Bruce Starkey

Personal information
- Full name: Bruce Richard Starkey
- Born: 18 November 1953 (age 71) Sydney, New South Wales, Australia

Playing information
- Height: 5 ft 11 in (180 cm)
- Weight: 14 st (196 lb; 89 kg)
- Position: Prop
Club
| Years | Team | Pld | T | G | FG | P |
| 1974–82 | St George Dragons | 128 | 13 | 0 | 0 | 39 |
Representative
| Years | Team | Pld | T | G | FG | P |
| 1979 | New South Wales | 1 | 0 | 0 | 0 | 0 |
- Source:

= Bruce Starkey =

Australian rugby league footballer

Bruce Starkey (born 18 November 1953) is an Australian former rugby league footballer who played who played in Sydney's NSWRFL competition in the 1970s and 1980s.

==Career==
A St. George junior from the Arncliffe Scots Club, Starkey went on to become a dual premiership winner with the St George Dragons.
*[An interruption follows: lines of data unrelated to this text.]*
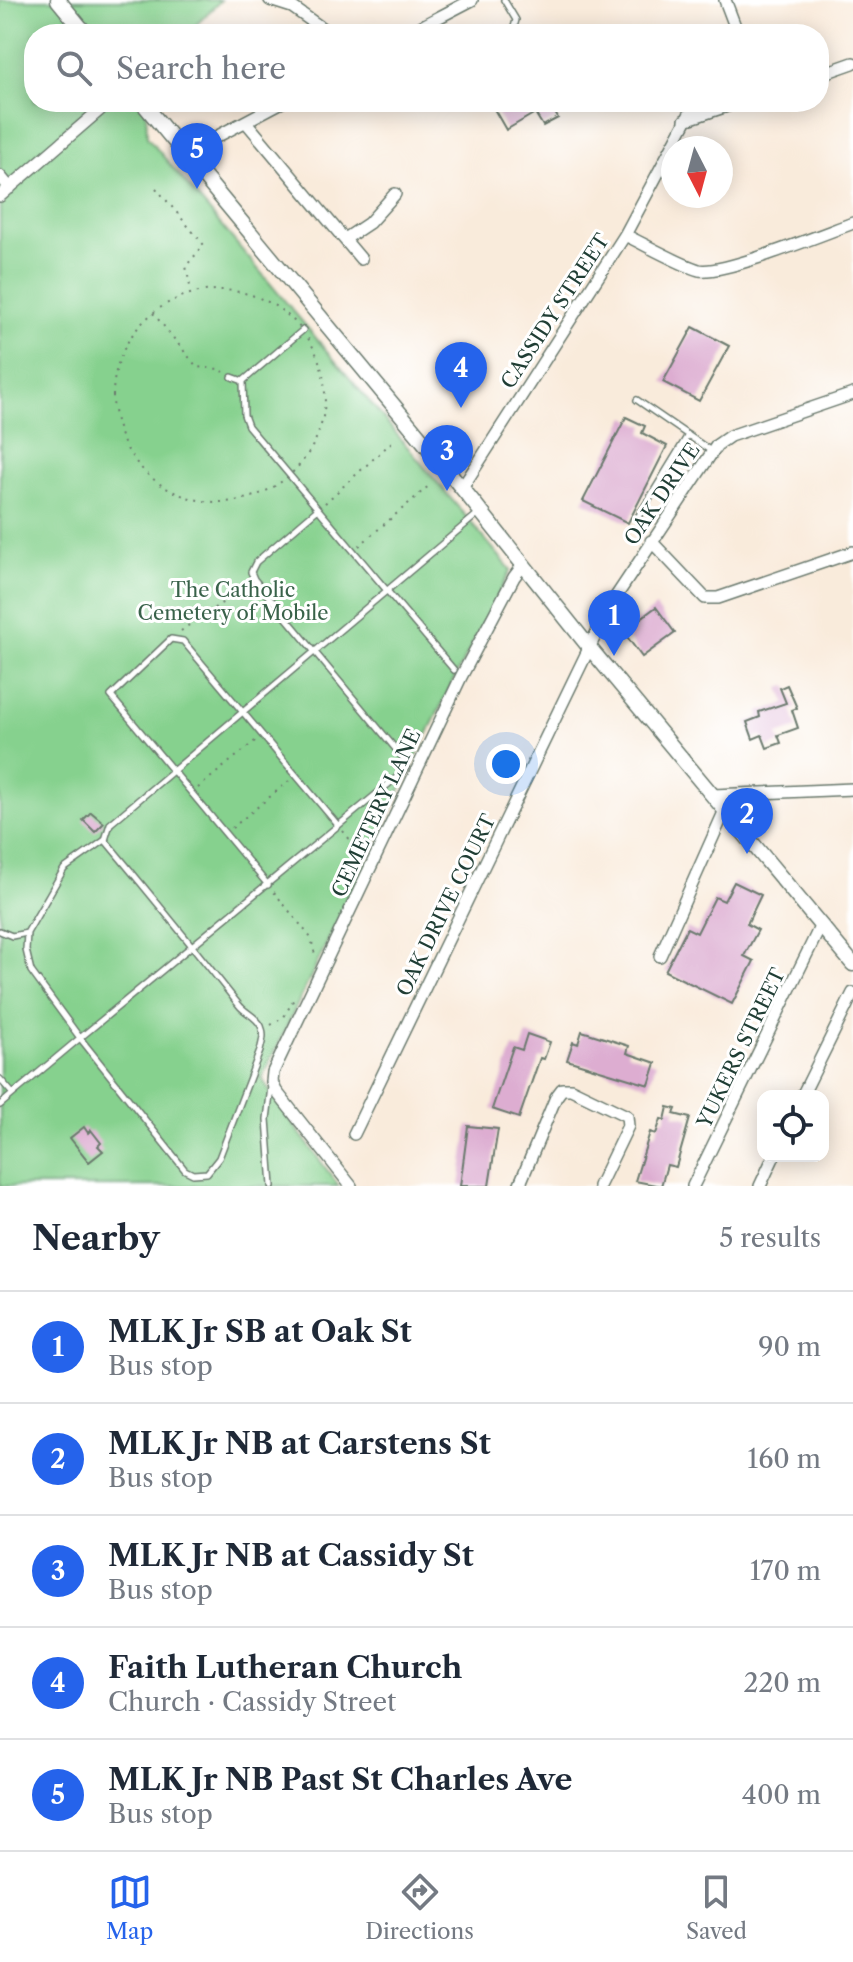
<!DOCTYPE html>
<html lang="en">
<head>
<meta charset="utf-8">
<style>
  body { margin:0; font-family:"Libre Caslon Text",serif; background:#f6f6f7; color:#1f2937 }
  .controls { position:absolute; right:24px; bottom:24px; display:grid; overflow:hidden; border-radius:16px; box-shadow:0 4px 20px #0003 }
  .controls button { width:72px; height:72px; display:grid; place-items:center; padding:0; border:0; border-bottom:2px solid #e0e1e3; background:#fff; color:#1f2937; font:40px sans-serif }
  .compass { position:absolute; left:661px; top:136px; width:72px; height:72px; border-radius:50%; background:#fff; box-shadow:0 4px 20px #0003; rotate:174deg }
  .you { position:absolute; left:506px; top:764px; width:28px; height:28px; margin:-20px; border:6px solid #fff; border-radius:50%; background:#1a73e8; box-shadow:0 0 0 12px #1a73e833 }
  .badge { display:grid; place-items:center; width:52px; height:52px; border-radius:50%; background:#2563eb; color:#fff; font-size:26px; font-weight:700 }
  .pin { position:absolute; translate:-50% -66px; filter:drop-shadow(0 2px 4px #0008) }
  .pin::after { content:''; position:absolute; top:42px; width:28px; height:24px; background:inherit; clip-path:polygon(0 0,100% 0,50% 100%) }
  .list { margin:0; padding:0; list-style:none }
  h2 { display:flex; justify-content:space-between; align-items:center; height:104px; margin:0; padding:0 32px; font-size:34px }
  h2 small { font-size:26px; font-weight:400; color:#747a83 }
  .list li { display:grid; grid-template-columns:52px 1fr auto; gap:24px; align-items:center; box-sizing:border-box; height:112px; padding:0 32px; border-top:2px solid #e0e1e3 }
  .list b { display:block; font-size:30px; white-space:nowrap }
  .list p { margin:0; font-size:26px; white-space:nowrap; color:#747a83 }
  .list em { font-size:26px; font-style:normal; color:#747a83 }
  .icon { flex:none; width:44px; height:44px; fill:none; stroke:currentColor; stroke-width:2; stroke-linecap:round; stroke-linejoin:round }
  .map { position:relative; flex:none; width:853px; height:1186px; overflow:hidden }
  .search { position:absolute; background:#fff; box-shadow:0 4px 20px #0003; left:24px; right:24px; top:24px; height:88px; display:flex; align-items:center; gap:20px; box-sizing:border-box; padding:0 28px; border-radius:32px; color:#747a83; font-size:30px }
  .sheet { height:664px; background:#fff }
  nav { display:flex; justify-content:space-around; align-items:center; box-sizing:border-box; height:112px; border-top:2px solid #e0e1e3; background:#fff; font-size:22px; color:#747a83 }
  nav a { display:grid; justify-items:center; gap:4px }
  nav .on { color:#2563eb }
  .map>svg:first-child { display:block }
</style>
</head>
<body>
<div class="map">
<svg width="853" height="1186" viewBox="0 0 853 1186">
  <rect width="100%" height="100%" fill="#fff"/>
  <filter id="ink" filterUnits="userSpaceOnUse"><feTurbulence type="fractalNoise" baseFrequency=".0125" numOctaves="2"/><feDisplacementMap in="SourceGraphic" scale="16" xChannelSelector="R" yChannelSelector="G"/><feConvolveMatrix kernelMatrix="1 2 1 2 8 2 1 2 1" color-interpolation-filters="sRGB"/></filter>
  <filter id="wash" filterUnits="userSpaceOnUse"><feTurbulence type="fractalNoise" baseFrequency=".006" numOctaves="4" result="noise"/><feDisplacementMap in="SourceGraphic" scale="32" xChannelSelector="R" yChannelSelector="G"/><feGaussianBlur stdDeviation="1.8" result="paint"/><feColorMatrix in="noise" values="0 0 0 0 0 0 0 0 0 0 0 0 0 0 0 0 0 1.4 0 .05"/><feComposite in="paint" operator="in"/></filter>
  <g filter="url(#wash)">
    <rect width="100%" height="100%" fill="#f9ebdb"/>
    <!-- green -->
    <path fill="#86d18e" stroke="#528761" stroke-width="2" d="M0,0H221L187,34H34V102H146L147,137L511,570L453,681L262,1078L273,1097L339,1186H0Z"/>
    <g id="blocks">
      <!-- building -->
      <path fill="#ddadd1" d="M490,102H549L558,118L543,126L535,113L506,130Z
        M693,327L729,346L699,401L663,382Z
        M626,417L645,426L642,433L667,446L628,523L583,501Z
        M656,607L675,633L642,657L616,622L630,611L637,621Z
        M787,685L797,708L792,710L798,728L778,735L781,743L767,748L762,735L753,739L747,722L760,717L759,712L786,703L780,688Z
        M91,812L104,823L95,832L83,820Z
        M734,882L761,895L747,924L758,930L744,956L754,961L732,1004L665,971L687,928L697,933L715,897L724,901Z
        M582,1031L629,1046L627,1053L656,1063L649,1085L567,1060L573,1042L578,1044Z
        M527,1034L550,1042L544,1059L540,1058L519,1118L492,1109L513,1047L522,1050Z
        M668,1107L676,1109L674,1114L690,1118L676,1167L667,1165L661,1186L635,1181L650,1132L656,1134L661,1119L665,1120Z
        M468,1126L498,1129L489,1186H460Z
        M84,1127L88,1133L91,1130L101,1143L98,1146L103,1151L89,1162L70,1138Z"/>
    </g>
  </g>
  <g filter="url(#ink)">
    <use href="#blocks" fill-opacity="0" stroke="#6b7a6e" stroke-width="2"/>
    <g fill="none" stroke-linecap="round" stroke-linejoin="round">
      <defs>
        <path id="service" d="M504,0L516,20L512,34
          M435,20L443,34
          M303,330L243,381L244,415L248,426L454,670
          M232,377L243,381
          M637,400L711,451
          M638,517L688,435
          M105,840L64,869L27,933L26,950L31,971L80,1038L402,773L406,767L404,759L254,579L251,572L256,562L318,509
          M268,885L111,696L171,639L183,641L337,824
          M0,931L12,936L27,933
          M0,1079L13,1094L80,1038L185,1170L193,1174L207,1173L219,1158L260,1051C262,1042 265,1035 261,1026C256,1016 245,1013 239,1005C195,949 150,894 105,840L110,824L480,512
          M271,1087L267,1119L272,1186
          M0,1105L13,1094"/>
        <path id="minor" d="M270,0L292,7L330,34
          M725,0L736,29L735,34
          M407,34L472,0
          M819,75L853,63
          M685,120L739,102
          M246,122L361,259
          M184,154L282,102
          M0,176L10,188
          M0,196L109,102
          M625,235C644,244 681,265 699,270C723,275 825,233 853,223
          M345,239L369,223L395,194
          M462,488L625,235L696,102
          M651,541L705,598H718L853,552
          M713,795L853,789
          M660,956L725,810
          M802,1096L853,993
          M354,1134L609,607L717,445L730,436L853,394
          M351,1186L276,1091L272,1082L273,1072L461,677L514,577L523,565
          M519,1186L556,1097L562,1089H571L627,1116L628,1126L599,1186
          M693,1186L821,925
          M760,1186L774,1156"/>
        <path id="secondary" d="M58,0L86,34
          M142,102L462,488L589,647L853,964"/>
      </defs>
      <!-- service casing -->
      <use href="#service" stroke="#6b7a6e" stroke-width="8"/>
      <!-- minor casing -->
      <use href="#minor" stroke="#6b7a6e" stroke-width="14"/>
      <!-- secondary casing -->
      <use href="#secondary" stroke="#6b7a6e" stroke-width="17"/>
      <!-- path -->
      <path stroke="#6b7a6e" stroke-width="2" stroke-dasharray="2 6" stroke-linecap="butt" d="M156,188L204,245L186,266L191,291
        M113 396a106 106 0 1 1 212 0a106 106 0 1 1-212 0Z
        M153,313L197,367L219,369L224,372
        M325,503L393,441
        M359,546L431,484
        M181,631C203,614 226,602 247,585
        M198,788L255,741
        M232,828L289,781
        M343,831L363,856
        M274,892L311,938L315,955
        M271,1025L284,1017L295,997"/>
      <!-- service -->
      <use href="#service" stroke="#fff" stroke-width="5"/>
      <!-- minor -->
      <use href="#minor" stroke="#fff" stroke-width="11"/>
      <!-- secondary -->
      <use href="#secondary" stroke="#fff" stroke-width="14"/>
    </g>
  </g>
  <g text-anchor="middle" stroke-width="6" stroke-linejoin="round" paint-order="stroke">
    <!-- street labels -->
    <g font-size="20" fill="#1f3d34" stroke="#fff">
      <text transform="translate(555 311) rotate(-57)" y="7">CASSIDY STREET</text>
      <text transform="translate(662 494) rotate(-56)" y="7">OAK DRIVE</text>
      <text transform="translate(376 813) rotate(-65)" y="7">CEMETERY LANE</text>
      <text transform="translate(446 905) rotate(-64)" y="7">OAK DRIVE COURT</text>
      <text transform="translate(741 1048) rotate(-64)" y="7">YUKERS STREET</text>
    </g>
    <!-- park labels -->
    <g font-size="20" fill="#39624a" stroke="#fff">
      <text x="233" y="597">The Catholic<tspan x="233" dy="23">Cemetery of Mobile</tspan></text>
    </g>
  </g>
</svg>
<div class="controls">
<button><svg class="icon" aria-label="locate" viewBox="0 0 24 24"><circle cx="12" cy="12" r="6"/><path d="M12 2v4M12 18v4M2 12h4M18 12h4"/></svg></button>
</div>
<svg class="compass" viewBox="-18 -18 36 36"><path d="M0-13l5 13h-10z" fill="#e53935"/><path d="M0 13l5-13h-10z" fill="#747a83"/></svg>
<div class="you"></div>
<div class="pin badge" style="left:614px;top:656px">1</div>
<div class="pin badge" style="left:747px;top:854px">2</div>
<div class="pin badge" style="left:447px;top:491px">3</div>
<div class="pin badge" style="left:461px;top:408px">4</div>
<div class="pin badge" style="left:197px;top:189px">5</div>
<div class="search"><svg class="icon" aria-label="search" viewBox="0 0 24 24"><circle cx="10" cy="10" r="6"/><path d="M15 15l6 6"/></svg>Search here</div>
</div>
<section class="sheet">
<h2>Nearby<small>5 results</small></h2>
<ul class="list">
<li><span class="badge">1</span><div><b>MLK Jr SB at Oak St</b><p>Bus stop</p></div><em>90 m</em></li>
<li><span class="badge">2</span><div><b>MLK Jr NB at Carstens St</b><p>Bus stop</p></div><em>160 m</em></li>
<li><span class="badge">3</span><div><b>MLK Jr NB at Cassidy St</b><p>Bus stop</p></div><em>170 m</em></li>
<li><span class="badge">4</span><div><b>Faith Lutheran Church</b><p>Church · Cassidy Street</p></div><em>220 m</em></li>
<li><span class="badge">5</span><div><b>MLK Jr NB Past St Charles Ave</b><p>Bus stop</p></div><em>400 m</em></li>
</ul>
</section>
<nav>
<a class="on"><svg class="icon" aria-label="map" viewBox="0 0 24 24"><path d="M3 6l6-2 6 2 6-2v14l-6 2-6-2-6 2zM9 4v14M15 6v14"/></svg>Map</a>
<a><svg class="icon" aria-label="directions" viewBox="0 0 24 24"><path d="M12 3l9 9-9 9-9-9zM9 14v-3h6M13 9l2 2-2 2"/></svg>Directions</a>
<a><svg class="icon" aria-label="saved" viewBox="0 0 24 24"><path d="M7 4h10v16l-5-4-5 4z"/></svg>Saved</a>
</nav>
</body>
</html>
He was a powerful member of the St George forward pack in the victorious 1977 Grand Final and 1979 Grand Final teams that were coached by the legendary Harry Bath. He also played in the drawn 1977 Grand Final draw. Starkey retired at the end of the 1982 season, and saw out his playing days at Cessnock, New South Wales.

==Accolades==
Starkey was awarded Life Membership of the St. George Dragons in 1993.